For Gwendolyn Brooks 

 

The streets of Bronzeville 

seem more beautiful 

because you gave them honesty. 

Made Philistine experiences 

more than monotonous copy 

for obituary columns. 

Helped Black children 

realize that filth and dilapidated houses aren’t 

the only world they have. 

That Blackness is more than 

being able to recite Black poetry 

or wearing a voluminous natural. 

You gave them fertile 

soil from Africa to 

scrub their faces. 

Lifted their pregnable hearts 

When racist institutions 

branded their minds 

with inferior images. 

And the clumsy tongues of 

button-down collar bureaucrats 

told them that America 

was the Black man’s salvation. 

The streets of Bronzeville 

seem more beautiful. 

The blues at Pepper’s Lounge 

begin to take on 

greater significance. 

Muddy Waters becomes 

a living legend and even 

first graders admire Otis Redding. 

And the new Black poets 

begin to talk about 

creating something 

revolutionary… 

Black lifestyles/ 

and relevant dialogue/ 

They take a walk 

through your Bronzeville 

and begin to discover themselves. 

See true images/the gut of life 

silhouetted against the transparent 

fabric of the Black experience. 

A blues Singer greets them 

And fiddles on his twelve-string guitar, 

while little Bronzeville children listen 

And dance to your poetry. 

  

–by Useni Eugene Perkins 

 

Excerpted from the poem “Bronzeville Poet” by Useni Eugene Perkins.

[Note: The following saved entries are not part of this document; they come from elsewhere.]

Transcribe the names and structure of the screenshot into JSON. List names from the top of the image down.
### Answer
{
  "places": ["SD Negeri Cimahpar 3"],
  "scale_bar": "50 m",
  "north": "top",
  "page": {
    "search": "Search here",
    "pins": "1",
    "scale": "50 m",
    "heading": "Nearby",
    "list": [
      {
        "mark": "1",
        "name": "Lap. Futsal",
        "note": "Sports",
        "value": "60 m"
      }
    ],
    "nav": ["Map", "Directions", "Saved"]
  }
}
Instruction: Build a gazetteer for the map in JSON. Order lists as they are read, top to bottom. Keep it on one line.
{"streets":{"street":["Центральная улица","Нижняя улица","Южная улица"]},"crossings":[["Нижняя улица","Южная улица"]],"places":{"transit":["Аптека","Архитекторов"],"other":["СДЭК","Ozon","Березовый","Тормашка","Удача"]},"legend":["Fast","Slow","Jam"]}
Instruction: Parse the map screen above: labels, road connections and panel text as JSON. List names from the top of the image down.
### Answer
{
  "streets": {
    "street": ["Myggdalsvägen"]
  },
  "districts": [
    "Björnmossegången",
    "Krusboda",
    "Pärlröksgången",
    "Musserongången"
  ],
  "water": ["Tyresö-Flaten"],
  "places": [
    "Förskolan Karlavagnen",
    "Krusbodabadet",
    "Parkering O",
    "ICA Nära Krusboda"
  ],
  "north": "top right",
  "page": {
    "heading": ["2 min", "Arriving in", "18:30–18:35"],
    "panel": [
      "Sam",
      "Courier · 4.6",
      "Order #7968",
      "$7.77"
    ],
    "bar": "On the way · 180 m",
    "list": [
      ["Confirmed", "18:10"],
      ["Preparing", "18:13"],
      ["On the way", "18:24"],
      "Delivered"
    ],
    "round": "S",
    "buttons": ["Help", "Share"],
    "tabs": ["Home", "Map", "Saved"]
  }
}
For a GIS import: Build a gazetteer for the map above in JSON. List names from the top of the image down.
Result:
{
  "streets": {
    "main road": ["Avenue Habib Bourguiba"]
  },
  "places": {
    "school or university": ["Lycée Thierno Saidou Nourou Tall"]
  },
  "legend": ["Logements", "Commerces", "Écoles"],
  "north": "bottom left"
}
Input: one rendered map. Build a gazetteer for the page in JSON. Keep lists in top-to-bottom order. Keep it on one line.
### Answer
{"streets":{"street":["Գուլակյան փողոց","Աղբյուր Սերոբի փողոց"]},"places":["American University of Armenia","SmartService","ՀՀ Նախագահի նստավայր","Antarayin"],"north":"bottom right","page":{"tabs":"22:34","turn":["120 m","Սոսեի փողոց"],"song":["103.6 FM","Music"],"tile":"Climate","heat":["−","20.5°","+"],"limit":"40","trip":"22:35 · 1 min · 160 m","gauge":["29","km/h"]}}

Copyright ©2022 from the book Wherever I’m At – An Anthology of Chicago Poetry, edited by Donald G. Evans and Robin Metz. Published by Third World Press. 

 

Useni Eugene Perkins is a human service practitioner and director of Chicago State University’s Family Life Center. As a poet, playwright, and author, he served as president of Chicago’s DuSable Museum of African American History, and president of the African American Arts Alliance of Chicago. He was inducted into the Gwendolyn Brooks National Literary Hall of Fame for writers of African descent in 1999. Perkins’ illustrated poem for children entitled “Kwame Nkrumah’s Midnight Speech for Independence” won the Children’s Africana Book Award for 2022.